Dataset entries

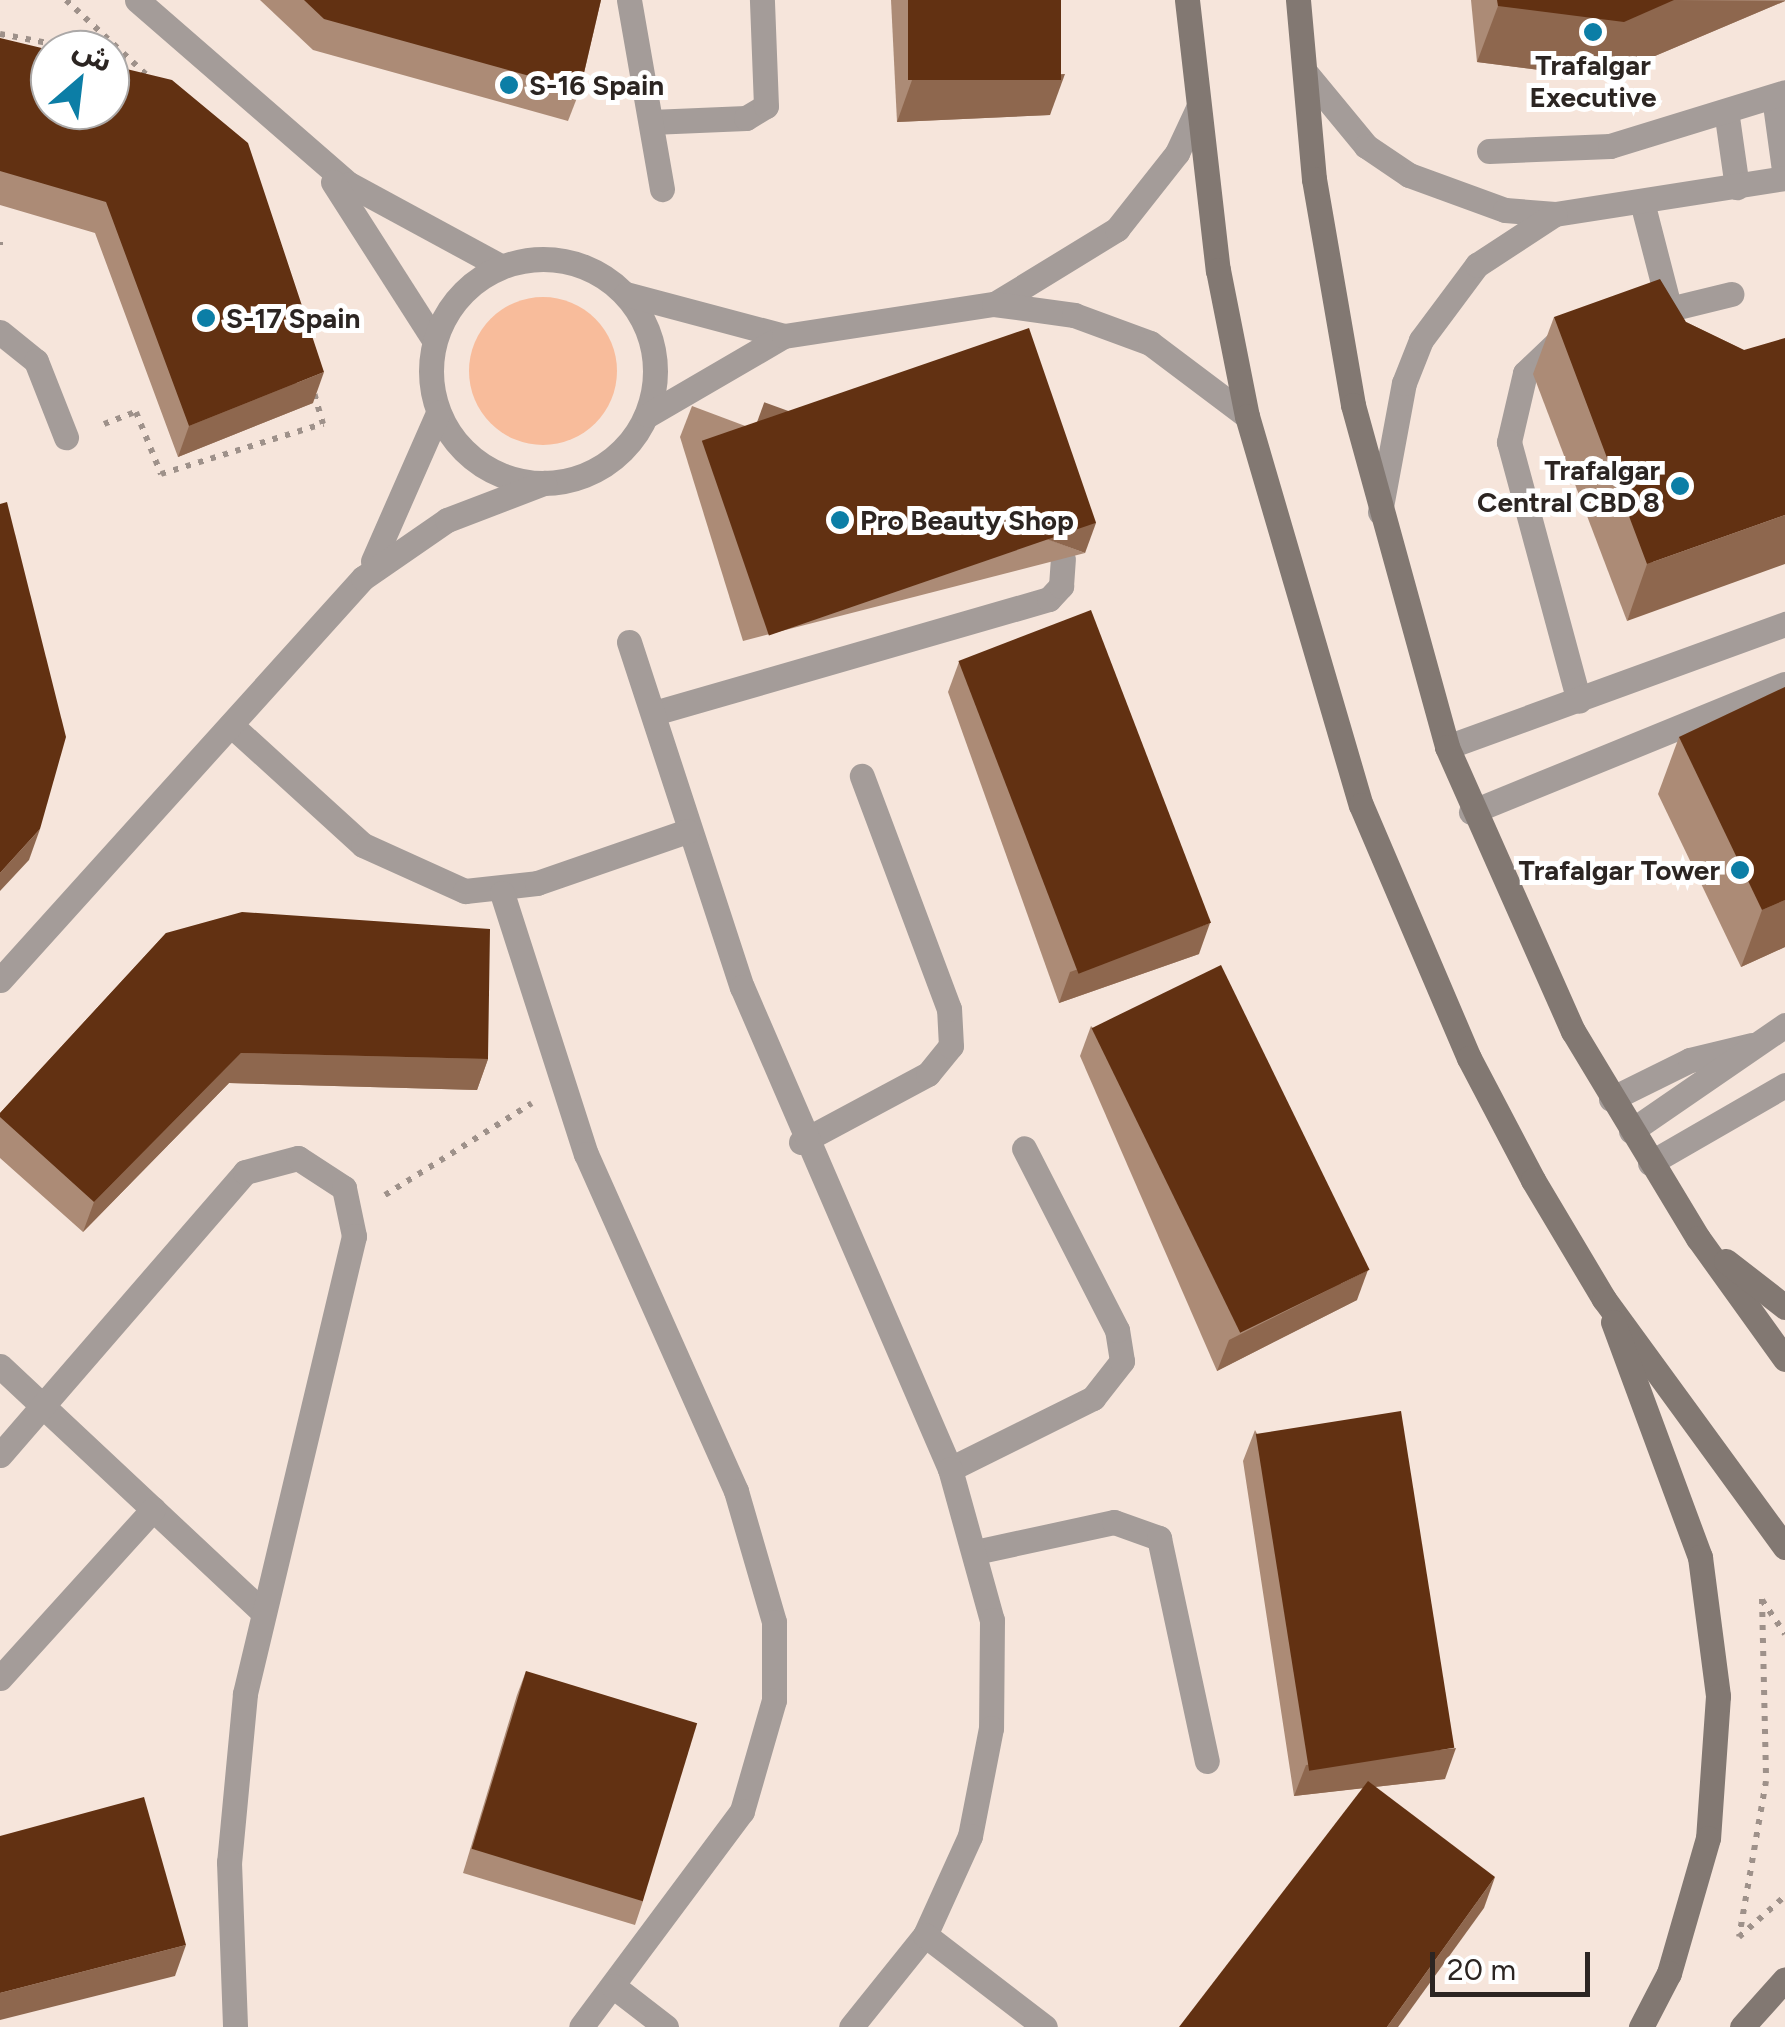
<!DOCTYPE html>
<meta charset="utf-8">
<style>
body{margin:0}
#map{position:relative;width:1785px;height:2027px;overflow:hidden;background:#f6e5db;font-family:Figtree,"Noto Sans Arabic",sans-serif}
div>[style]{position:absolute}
.green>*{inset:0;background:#f8bc9b}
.round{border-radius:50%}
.path>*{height:6px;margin-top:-3px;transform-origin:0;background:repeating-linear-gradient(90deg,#9e918a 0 5px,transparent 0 13px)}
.lane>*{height:25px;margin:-12.5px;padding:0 12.5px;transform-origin:12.5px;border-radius:12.5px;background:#a49c99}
.street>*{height:25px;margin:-12.5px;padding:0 12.5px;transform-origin:12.5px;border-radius:12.5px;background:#a49c99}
.street>.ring{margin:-12.5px;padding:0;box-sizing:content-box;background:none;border:25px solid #a49c99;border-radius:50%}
.secondary>*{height:25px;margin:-12.5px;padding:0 12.5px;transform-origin:12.5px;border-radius:12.5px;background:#827872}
.wall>*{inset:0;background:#ac8b76}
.shaded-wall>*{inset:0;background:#8e674e;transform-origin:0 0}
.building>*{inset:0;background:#623112;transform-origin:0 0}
.dots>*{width:28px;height:28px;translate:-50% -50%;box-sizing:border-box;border:5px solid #fff;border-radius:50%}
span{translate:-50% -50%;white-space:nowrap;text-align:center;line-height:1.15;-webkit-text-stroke:10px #fff;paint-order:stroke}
.poi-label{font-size:28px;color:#2c2522;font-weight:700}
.left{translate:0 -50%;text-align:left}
.right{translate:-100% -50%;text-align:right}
.north{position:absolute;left:30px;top:30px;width:100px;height:100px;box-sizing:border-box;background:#fff;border:2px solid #aba8a7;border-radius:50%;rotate:28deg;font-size:28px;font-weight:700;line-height:40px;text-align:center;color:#2c2522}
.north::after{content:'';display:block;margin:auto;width:35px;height:45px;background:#0c7ea6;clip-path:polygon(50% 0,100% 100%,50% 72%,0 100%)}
.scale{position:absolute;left:1430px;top:1952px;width:160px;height:45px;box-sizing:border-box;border:5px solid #2c2522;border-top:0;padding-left:12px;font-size:30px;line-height:35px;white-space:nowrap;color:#2c2522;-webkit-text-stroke:8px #fff;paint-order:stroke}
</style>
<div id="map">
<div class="green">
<i class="round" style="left:469px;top:297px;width:148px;height:148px"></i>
</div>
<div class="path">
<i style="left:66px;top:0;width:113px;rotate:42.9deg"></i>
<i style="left:0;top:34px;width:86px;rotate:10.7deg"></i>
<i style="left:110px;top:55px;width:16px;rotate:11deg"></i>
<i style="left:0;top:242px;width:3px;rotate:90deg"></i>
<i style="left:104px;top:424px;width:34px;rotate:-21deg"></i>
<i style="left:136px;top:412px;width:67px;rotate:68deg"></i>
<i style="left:161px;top:474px;width:170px;rotate:-17.2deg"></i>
<i style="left:323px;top:424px;width:37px;rotate:-106deg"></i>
<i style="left:385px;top:1195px;width:173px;rotate:-32deg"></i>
<i style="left:1762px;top:1599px;width:182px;rotate:88.7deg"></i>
<i style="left:1766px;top:1781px;width:158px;rotate:99.8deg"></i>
<i style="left:1739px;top:1937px;width:62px;rotate:-41.7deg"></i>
<i style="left:1762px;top:1600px;width:41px;rotate:55.9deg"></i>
</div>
<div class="lane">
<i style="left:1774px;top:97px;width:81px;rotate:82.2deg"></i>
<i style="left:1727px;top:117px;width:71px;rotate:81.9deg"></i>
<i style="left:651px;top:122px;width:95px;rotate:-2.4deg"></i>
<i style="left:746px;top:118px;width:23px;rotate:-31deg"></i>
<i style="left:766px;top:106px;width:106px;rotate:-92.2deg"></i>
<i style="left:1489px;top:151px;width:121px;rotate:-2.4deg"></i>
<i style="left:1610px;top:146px;width:183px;rotate:-17.1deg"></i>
<i style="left:1642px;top:202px;width:112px;rotate:75.5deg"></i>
<i style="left:1645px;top:315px;width:89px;rotate:-13.7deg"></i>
<i style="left:1567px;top:333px;width:58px;rotate:136.4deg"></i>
<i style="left:1525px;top:373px;width:71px;rotate:103.1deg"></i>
<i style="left:1509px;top:442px;width:268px;rotate:74.9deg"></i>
<i style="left:654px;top:713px;width:411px;rotate:-16.1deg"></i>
<i style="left:1049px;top:599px;width:18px;rotate:-47deg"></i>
<i style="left:1061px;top:586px;width:27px;rotate:-86deg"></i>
<i style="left:1447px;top:747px;width:360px;rotate:-20deg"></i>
<i style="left:1471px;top:812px;width:339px;rotate:-22.2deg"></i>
<i style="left:1611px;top:1099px;width:88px;rotate:-26.3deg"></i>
<i style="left:1690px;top:1060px;width:64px;rotate:-13.6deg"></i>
<i style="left:1631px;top:1131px;width:187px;rotate:-34.5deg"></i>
<i style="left:801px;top:1142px;width:144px;rotate:-28.2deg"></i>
<i style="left:928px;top:1074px;width:36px;rotate:-51deg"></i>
<i style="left:951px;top:1046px;width:37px;rotate:-93deg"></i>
<i style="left:949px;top:1009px;width:249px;rotate:-110.5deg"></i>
<i style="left:1650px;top:1163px;width:156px;rotate:-30deg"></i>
<i style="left:950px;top:1469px;width:160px;rotate:-26.4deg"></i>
<i style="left:1093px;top:1398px;width:47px;rotate:-51.9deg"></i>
<i style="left:1122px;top:1361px;width:31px;rotate:-99deg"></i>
<i style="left:1117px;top:1330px;width:204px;rotate:-117.1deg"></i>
<i style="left:980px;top:1551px;width:137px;rotate:-12.2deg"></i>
<i style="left:1114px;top:1522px;width:48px;rotate:19.6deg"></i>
<i style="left:1159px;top:1538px;width:228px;rotate:77.9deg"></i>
</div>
<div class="street">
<i style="left:137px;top:0;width:281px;rotate:41deg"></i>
<i style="left:349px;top:184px;width:172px;rotate:28.5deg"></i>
<i style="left:629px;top:0;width:192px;rotate:80.1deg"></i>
<i style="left:1305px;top:72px;width:96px;rotate:50.5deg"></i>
<i style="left:1366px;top:146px;width:52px;rotate:34deg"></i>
<i style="left:1409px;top:175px;width:102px;rotate:20deg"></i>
<i style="left:1505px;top:210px;width:50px;rotate:4.6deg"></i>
<i style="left:1555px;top:214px;width:233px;rotate:-8.9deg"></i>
<i style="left:333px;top:182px;width:188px;rotate:57.4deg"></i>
<i class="ring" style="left:431px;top:259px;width:199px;height:199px"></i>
<i style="left:626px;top:294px;width:163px;rotate:14.9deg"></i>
<i style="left:998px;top:302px;width:140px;rotate:-31.5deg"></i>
<i style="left:1117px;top:229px;width:97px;rotate:-51.7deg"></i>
<i style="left:1177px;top:153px;width:50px;rotate:-65deg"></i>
<i style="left:0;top:332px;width:46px;rotate:38.9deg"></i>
<i style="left:36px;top:361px;width:82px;rotate:68.5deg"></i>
<i style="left:648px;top:415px;width:157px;rotate:-30.2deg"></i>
<i style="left:784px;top:336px;width:212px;rotate:-8.7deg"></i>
<i style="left:994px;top:304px;width:81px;rotate:7.8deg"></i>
<i style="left:1074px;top:315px;width:81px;rotate:20.2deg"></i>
<i style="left:1150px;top:343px;width:121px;rotate:37deg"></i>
<i style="left:1380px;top:512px;width:131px;rotate:-79.5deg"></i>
<i style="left:1404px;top:383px;width:46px;rotate:-68.4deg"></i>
<i style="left:1421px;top:340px;width:94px;rotate:-53.3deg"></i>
<i style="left:1477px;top:265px;width:93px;rotate:-33.2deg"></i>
<i style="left:373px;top:561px;width:162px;rotate:-66.3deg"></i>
<i style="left:629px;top:642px;width:363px;rotate:71.9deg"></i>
<i style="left:742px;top:987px;width:525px;rotate:66.66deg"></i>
<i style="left:950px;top:1469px;width:157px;rotate:74.5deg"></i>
<i style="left:992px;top:1620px;width:108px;rotate:90.5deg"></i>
<i style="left:991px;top:1728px;width:110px;rotate:101deg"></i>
<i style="left:970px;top:1836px;width:109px;rotate:114.4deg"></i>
<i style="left:925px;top:1935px;width:118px;rotate:128.8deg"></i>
<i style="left:231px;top:725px;width:178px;rotate:42.3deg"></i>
<i style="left:363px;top:845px;width:112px;rotate:24.3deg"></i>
<i style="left:465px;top:891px;width:72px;rotate:-6.3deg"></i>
<i style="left:537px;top:883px;width:159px;rotate:-19.1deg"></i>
<i style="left:502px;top:893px;width:274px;rotate:72.2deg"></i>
<i style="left:586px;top:1154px;width:369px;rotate:66deg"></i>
<i style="left:736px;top:1491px;width:136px;rotate:73.8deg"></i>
<i style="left:774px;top:1622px;width:78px;rotate:90deg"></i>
<i style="left:774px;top:1700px;width:116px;rotate:106.1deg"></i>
<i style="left:742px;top:1811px;width:269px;rotate:126.7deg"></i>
<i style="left:0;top:980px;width:542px;rotate:-47.92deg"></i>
<i style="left:363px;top:578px;width:102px;rotate:-34.6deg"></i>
<i style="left:447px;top:520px;width:104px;rotate:-20.9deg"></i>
<i style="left:0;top:1366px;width:359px;rotate:43.1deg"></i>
<i style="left:0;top:1455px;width:374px;rotate:-49.1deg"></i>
<i style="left:245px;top:1172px;width:55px;rotate:-14.8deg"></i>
<i style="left:298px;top:1158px;width:55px;rotate:33.1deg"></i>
<i style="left:344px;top:1188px;width:49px;rotate:78.2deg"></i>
<i style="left:354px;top:1236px;width:471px;rotate:103.4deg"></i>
<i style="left:245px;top:1694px;width:169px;rotate:95.4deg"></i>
<i style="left:229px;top:1862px;width:165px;rotate:87.9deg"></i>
<i style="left:0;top:1678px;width:228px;rotate:-47.8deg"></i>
<i style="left:925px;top:1935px;width:151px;rotate:37.5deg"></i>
<i style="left:613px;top:1986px;width:67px;rotate:37.7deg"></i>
</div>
<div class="secondary">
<i style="left:1187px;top:0;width:272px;rotate:83.5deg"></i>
<i style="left:1218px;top:270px;width:149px;rotate:78.8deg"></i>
<i style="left:1247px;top:416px;width:405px;rotate:73.7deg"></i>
<i style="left:1361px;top:805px;width:275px;rotate:66.9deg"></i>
<i style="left:1469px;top:1058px;width:138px;rotate:62.3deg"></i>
<i style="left:1533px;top:1180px;width:139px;rotate:59.2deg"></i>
<i style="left:1604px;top:1299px;width:307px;rotate:53.9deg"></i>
<i style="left:1298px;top:0;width:180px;rotate:84.9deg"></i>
<i style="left:1314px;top:179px;width:229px;rotate:80.2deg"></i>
<i style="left:1353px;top:405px;width:355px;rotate:74.6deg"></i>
<i style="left:1447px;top:747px;width:311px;rotate:66.1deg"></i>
<i style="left:1573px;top:1031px;width:242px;rotate:58.9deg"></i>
<i style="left:1698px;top:1238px;width:149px;rotate:54.3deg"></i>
<i style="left:1726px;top:1261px;width:75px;rotate:37.9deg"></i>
<i style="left:1613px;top:1322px;width:251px;rotate:69.7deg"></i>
<i style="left:1700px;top:1557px;width:140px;rotate:82.6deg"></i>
<i style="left:1718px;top:1696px;width:142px;rotate:94deg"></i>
<i style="left:1708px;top:1838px;width:141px;rotate:106.1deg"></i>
<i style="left:1669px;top:1973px;width:61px;rotate:117.4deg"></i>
<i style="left:1742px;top:2027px;width:64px;rotate:-48.1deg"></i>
</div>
<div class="wall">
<i style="clip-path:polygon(260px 0,601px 0,580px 90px,568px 121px,313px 50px)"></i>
<i style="clip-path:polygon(891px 0,1061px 0,1050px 115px,897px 122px)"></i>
<i style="clip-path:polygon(1471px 0,1785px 0,1785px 1px,1603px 78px,1477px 62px)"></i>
<i style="clip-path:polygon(0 38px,313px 403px,178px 457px,95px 233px,0 205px)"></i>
<i style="clip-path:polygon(1554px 317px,1686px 322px,1744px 350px,1627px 621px,1533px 374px)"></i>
<i style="clip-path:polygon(692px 406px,1085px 553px,743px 641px,680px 437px)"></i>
<i style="clip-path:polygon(959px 662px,1199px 954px,1059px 1003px,948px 692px)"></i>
<i style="clip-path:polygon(1785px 687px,1785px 947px,1741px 967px,1658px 794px,1679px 737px)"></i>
<i style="clip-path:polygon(166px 933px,488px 1059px,477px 1090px,229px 1083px,83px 1232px,0 1158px,0 1113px)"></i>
<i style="clip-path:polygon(1091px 1026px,1357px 1300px,1217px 1371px,1080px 1056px)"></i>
<i style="clip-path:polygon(1255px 1430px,1445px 1779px,1375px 1787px,1484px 1908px,1363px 1788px,1294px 1796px,1243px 1461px)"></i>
<i style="clip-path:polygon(526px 1671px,643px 1901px,635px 1925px,463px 1873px,517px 1695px)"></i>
</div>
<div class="shaded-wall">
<i style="clip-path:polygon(1674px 0,1785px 1px,1603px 78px,1477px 62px,1498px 6px)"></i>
<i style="clip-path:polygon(1065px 74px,1050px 115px,897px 122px,912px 80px)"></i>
<i style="clip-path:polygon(324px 372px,313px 403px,178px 457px,189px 426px)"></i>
<i style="clip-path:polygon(1785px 515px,1785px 564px,1627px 621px,1647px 564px)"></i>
<i style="left:1096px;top:523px;width:32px;height:353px;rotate:110deg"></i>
<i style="clip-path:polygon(40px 829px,29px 860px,0 891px,0 873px)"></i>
<i style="clip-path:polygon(1785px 900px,1785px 947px,1741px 967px,1762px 910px)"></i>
<i style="clip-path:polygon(1210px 923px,1199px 954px,1059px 1003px,1070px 972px)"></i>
<i style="clip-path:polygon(241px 1053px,488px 1059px,477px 1090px,229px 1083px,83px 1232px,94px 1202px)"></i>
<i style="clip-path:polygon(1368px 1270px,1357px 1300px,1217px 1371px,1229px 1340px)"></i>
<i style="clip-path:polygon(1456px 1748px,1445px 1779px,1294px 1796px,1306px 1765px)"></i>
<i style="clip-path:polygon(1495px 1877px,1484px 1908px,1398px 2027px,1387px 2027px)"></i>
<i style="clip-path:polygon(186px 1945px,175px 1976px,0 2020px,0 1993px)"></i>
</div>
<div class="building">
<i style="clip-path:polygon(304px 0,601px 0,580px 90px,324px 19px)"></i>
<i style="left:908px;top:0;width:153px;height:80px"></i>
<i style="clip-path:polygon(1497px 0,1674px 0,1624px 22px,1498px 6px)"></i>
<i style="clip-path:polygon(0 38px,50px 50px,50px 110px,110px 110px,110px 65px,172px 80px,248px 143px,324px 372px,189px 426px,106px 202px,0 171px)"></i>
<i style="clip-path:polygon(1660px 279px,1686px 322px,1744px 350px,1785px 338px,1785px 515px,1647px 564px,1554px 317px)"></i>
<i style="left:1029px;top:328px;width:206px;height:346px;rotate:71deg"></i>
<i style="clip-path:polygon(7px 502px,66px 737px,40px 829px,0 873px,0 504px)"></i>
<i style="left:1091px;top:610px;width:335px;height:142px;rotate:69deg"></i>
<i style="clip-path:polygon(1785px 687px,1785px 900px,1762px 910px,1679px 737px)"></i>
<i style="clip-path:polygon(242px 912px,490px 929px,488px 1059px,241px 1053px,94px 1202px,0 1117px,0 1113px,166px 933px)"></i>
<i style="left:1221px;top:965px;width:339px;height:144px;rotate:64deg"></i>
<i style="left:1401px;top:1411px;width:341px;height:147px;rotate:81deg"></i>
<i style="left:526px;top:1671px;width:179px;height:186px;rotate:17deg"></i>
<i style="clip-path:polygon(1368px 1781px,1495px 1877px,1387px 2027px,1179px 2027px)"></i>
<i style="clip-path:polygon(144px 1797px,186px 1945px,0 1993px,0 1836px)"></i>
</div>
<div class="dots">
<i style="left:1593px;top:32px;background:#0c7ea6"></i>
<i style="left:509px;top:85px;background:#0c7ea6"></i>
<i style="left:206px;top:318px;background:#0c7ea6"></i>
<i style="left:1680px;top:486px;background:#0c7ea6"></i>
<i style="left:840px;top:520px;background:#0c7ea6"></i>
<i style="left:1740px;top:870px;background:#0c7ea6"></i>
</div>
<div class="poi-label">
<span style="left:1593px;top:81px">Trafalgar<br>Executive</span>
<span class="left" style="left:529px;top:85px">S-16 Spain</span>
<span class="left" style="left:226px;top:318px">S-17 Spain</span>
<span class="right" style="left:1660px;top:486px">Trafalgar<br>Central CBD 8</span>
<span class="left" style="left:860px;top:520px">Pro Beauty Shop</span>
<span class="right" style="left:1720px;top:870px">Trafalgar Tower</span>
</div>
<div class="north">ش</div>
<div class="scale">20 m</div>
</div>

• **WHAT YOU WILL DO**
If a line in the records above contains the word "shaded", copy it.

• **COMPLETED EXERCISE**
.shaded-wall>*{inset:0;background:#8e674e;transform-origin:0 0}
<div class="shaded-wall">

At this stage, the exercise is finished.